On the campaign trail, Scott proudly boasts that Florida has added more than 1.6 million private-sector jobs during his tenure. What he does not mention, however, is that most of those jobs pay less than $10 an hour, with the largest portion coming in leisure and hospitality. Florida’s hospitality industry has suffered at the hands of red tide, which causes smelly fish kills and respiratory irritation miles from the beach. Through surveys conducted this summer, Visit Sarasota County, the official tourism agency of Sarasota and its white-sand beaches, found that dozens of area hotels had received cancelations due to red tide. Meanwhile, Visit Florida, the state’s official tourism organization, is offering free assistance to businesses that have been impacted.
This does not bode well for Scott, who will need the full backing of his Republican base—including business-friendly Republicans—if he hopes to take Nelson’s senate seat, especially given the state’s changing voter demographics.
Florida’s electorate is getting younger. An analysis by TargetSmart showed that the rate of voter registration among 18- to 29-year-old Floridians increased by 8 percent following the Parkland shooting in February. Though the Sunshine State is known for its large population of retirees, more than 50 percent of Florida’s registered voters now come from the Z, Millennial, and X generations, according to MacManus, who is considered the state’s leading political authority. “These younger generations are environmental voters much more heavily than the older ones,” she said. Should they turnout on November 6, Scott’s chances of winning will diminish.
It isn’t just Michael or algae. Last year’s Hurricane Maria was a Category 5 storm that killed more than 3,000 people and caused an estimated $91.6 billion in damage. Because of its devastating impact on Puerto Rico, tens of thousands of the island’s residents have relocated to Florida over the past 12 months.
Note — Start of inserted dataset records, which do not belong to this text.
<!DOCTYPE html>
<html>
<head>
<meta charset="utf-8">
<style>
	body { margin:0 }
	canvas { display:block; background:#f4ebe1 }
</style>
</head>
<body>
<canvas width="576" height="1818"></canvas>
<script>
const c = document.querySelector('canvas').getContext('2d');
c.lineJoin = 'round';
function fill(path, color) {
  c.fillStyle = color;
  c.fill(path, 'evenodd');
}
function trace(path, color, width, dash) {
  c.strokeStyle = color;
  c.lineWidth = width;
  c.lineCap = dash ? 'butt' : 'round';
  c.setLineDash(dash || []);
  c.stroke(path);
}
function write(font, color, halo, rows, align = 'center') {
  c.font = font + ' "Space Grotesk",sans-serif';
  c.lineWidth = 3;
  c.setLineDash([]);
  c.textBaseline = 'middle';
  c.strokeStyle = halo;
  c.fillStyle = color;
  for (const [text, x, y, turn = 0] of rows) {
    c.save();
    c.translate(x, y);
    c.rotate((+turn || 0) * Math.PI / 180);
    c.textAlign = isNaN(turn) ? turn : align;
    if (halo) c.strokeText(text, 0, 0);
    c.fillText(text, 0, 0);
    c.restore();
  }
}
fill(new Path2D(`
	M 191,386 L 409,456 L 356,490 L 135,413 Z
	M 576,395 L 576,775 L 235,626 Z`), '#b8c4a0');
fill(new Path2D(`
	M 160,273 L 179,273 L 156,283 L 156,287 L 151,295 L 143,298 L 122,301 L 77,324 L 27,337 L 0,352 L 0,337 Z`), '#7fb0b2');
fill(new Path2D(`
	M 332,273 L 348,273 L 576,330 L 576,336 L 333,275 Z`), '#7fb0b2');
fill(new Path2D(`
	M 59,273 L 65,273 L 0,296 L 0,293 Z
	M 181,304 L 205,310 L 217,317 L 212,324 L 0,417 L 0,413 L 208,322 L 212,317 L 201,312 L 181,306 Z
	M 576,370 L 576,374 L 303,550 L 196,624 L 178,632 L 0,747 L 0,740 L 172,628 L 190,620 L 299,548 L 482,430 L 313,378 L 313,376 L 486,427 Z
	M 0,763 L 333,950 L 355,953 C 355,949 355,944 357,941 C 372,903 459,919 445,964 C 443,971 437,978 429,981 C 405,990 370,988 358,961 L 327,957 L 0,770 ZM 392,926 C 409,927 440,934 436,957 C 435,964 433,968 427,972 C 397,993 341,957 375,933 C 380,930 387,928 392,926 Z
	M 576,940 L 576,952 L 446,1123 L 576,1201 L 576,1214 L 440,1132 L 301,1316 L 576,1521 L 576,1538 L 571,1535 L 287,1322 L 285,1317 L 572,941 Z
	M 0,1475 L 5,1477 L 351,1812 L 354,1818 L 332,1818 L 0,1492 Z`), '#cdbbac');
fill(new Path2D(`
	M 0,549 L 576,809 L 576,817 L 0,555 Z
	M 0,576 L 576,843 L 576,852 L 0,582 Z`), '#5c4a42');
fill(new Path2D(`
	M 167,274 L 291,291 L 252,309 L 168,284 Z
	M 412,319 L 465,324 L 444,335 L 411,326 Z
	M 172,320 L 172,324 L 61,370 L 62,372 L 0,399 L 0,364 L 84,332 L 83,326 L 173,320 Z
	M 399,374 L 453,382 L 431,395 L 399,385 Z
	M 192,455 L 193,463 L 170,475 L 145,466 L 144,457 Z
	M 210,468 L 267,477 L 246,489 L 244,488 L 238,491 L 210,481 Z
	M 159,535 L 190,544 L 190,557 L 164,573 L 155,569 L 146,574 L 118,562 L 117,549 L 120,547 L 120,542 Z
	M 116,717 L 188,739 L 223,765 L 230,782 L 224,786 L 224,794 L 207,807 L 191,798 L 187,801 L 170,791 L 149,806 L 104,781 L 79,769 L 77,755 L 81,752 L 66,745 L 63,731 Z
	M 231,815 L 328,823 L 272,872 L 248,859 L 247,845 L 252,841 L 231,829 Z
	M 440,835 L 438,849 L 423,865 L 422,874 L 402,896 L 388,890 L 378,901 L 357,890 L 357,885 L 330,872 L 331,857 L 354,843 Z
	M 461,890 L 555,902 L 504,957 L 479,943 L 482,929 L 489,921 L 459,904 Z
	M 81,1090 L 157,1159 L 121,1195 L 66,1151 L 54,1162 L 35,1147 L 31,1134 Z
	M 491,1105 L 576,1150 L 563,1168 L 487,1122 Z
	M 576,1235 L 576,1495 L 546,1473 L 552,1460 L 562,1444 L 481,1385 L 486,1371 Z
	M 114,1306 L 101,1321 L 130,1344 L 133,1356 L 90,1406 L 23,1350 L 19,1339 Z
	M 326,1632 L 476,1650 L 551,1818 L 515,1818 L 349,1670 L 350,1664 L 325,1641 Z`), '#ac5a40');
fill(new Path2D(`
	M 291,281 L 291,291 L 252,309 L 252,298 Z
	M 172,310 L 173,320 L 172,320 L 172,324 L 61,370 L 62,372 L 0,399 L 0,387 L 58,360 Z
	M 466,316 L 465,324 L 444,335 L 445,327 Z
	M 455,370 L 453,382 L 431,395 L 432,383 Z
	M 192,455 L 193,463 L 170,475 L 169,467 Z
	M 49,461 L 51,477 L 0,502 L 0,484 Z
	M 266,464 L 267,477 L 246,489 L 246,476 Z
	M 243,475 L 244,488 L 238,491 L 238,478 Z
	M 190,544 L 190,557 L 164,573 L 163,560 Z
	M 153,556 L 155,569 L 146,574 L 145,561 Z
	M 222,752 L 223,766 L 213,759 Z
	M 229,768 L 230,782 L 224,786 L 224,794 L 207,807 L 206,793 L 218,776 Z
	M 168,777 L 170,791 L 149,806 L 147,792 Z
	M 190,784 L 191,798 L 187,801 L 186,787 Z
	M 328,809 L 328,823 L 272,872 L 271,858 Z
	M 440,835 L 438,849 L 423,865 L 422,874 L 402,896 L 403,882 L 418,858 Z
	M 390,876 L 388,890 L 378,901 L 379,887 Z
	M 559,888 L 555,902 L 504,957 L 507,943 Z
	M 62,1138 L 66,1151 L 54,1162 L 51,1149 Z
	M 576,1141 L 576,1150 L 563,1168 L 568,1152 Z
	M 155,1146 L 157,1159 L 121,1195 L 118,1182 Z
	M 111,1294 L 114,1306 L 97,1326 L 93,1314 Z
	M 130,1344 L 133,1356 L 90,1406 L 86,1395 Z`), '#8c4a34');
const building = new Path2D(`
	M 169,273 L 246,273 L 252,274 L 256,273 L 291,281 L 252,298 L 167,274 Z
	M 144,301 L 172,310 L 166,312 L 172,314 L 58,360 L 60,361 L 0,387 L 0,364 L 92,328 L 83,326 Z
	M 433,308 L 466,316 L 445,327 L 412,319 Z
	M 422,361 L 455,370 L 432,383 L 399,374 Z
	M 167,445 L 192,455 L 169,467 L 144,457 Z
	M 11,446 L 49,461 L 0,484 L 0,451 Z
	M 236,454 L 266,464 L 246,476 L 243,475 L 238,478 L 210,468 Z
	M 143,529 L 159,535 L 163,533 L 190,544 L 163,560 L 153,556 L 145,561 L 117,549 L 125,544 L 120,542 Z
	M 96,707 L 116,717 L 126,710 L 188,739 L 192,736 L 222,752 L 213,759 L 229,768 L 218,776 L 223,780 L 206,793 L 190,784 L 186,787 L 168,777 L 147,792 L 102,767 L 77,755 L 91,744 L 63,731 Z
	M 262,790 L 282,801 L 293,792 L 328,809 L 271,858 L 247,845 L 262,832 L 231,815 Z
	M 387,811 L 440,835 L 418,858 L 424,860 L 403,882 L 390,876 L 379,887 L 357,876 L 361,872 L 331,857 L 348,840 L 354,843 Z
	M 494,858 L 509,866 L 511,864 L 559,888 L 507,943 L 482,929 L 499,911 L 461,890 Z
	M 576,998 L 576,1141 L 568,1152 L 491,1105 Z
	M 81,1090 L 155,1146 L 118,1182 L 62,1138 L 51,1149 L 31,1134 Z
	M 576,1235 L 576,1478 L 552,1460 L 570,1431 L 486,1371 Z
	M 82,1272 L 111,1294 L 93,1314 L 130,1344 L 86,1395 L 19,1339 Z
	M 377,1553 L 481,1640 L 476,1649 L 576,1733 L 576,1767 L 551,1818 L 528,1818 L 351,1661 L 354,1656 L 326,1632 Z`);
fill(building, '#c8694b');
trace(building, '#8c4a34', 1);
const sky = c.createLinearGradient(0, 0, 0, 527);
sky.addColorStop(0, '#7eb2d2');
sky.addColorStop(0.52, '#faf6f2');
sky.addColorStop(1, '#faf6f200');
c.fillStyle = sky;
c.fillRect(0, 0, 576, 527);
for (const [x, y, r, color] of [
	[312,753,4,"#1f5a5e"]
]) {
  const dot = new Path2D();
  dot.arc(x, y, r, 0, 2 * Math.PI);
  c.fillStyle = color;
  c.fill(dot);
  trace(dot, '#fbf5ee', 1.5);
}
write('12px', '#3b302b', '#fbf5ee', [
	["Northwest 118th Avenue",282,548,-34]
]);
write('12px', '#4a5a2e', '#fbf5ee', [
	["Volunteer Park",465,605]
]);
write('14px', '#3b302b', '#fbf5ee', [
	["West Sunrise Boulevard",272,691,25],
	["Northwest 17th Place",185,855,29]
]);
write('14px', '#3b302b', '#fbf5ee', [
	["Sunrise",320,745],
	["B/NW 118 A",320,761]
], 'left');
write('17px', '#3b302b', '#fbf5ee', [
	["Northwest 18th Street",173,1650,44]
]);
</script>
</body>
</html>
They are eligible to vote in the upcoming election.
While pollsters have struggled to nail down exactly how many Puerto Ricans have settled in Florida since Maria, and how many will vote come Election Day, both Scott and Nelson have made heavy efforts to appeal to the state’s increasing number of Hispanic voters.
In connecting with Puerto Rican constituents, Scott has a lot to overcome. Ricardo Rosselló, the governor of Puerto Rico, endorsed Nelson. Additionally, Scott’s unwavering support of Donald Trump, whose inept response to Hurricane Maria contributed to a staggering death toll on the small island, could hurt him.
It may be months before the full economic impact of this Florida’s summer algae outbreaks can be assessed. And it’s still unclear how much changing demographics—including the influx of Puerto Rican residents—will shape the state’s electorate. But Scott has been losing Floridians for years with his negligent environmental policies, which, for his constituents, have been more than just an abstraction. If Scott’s loss costs the Republicans control of the senate, it will be poetic justice for a party that has spent years denying a reality that hides in plain sight.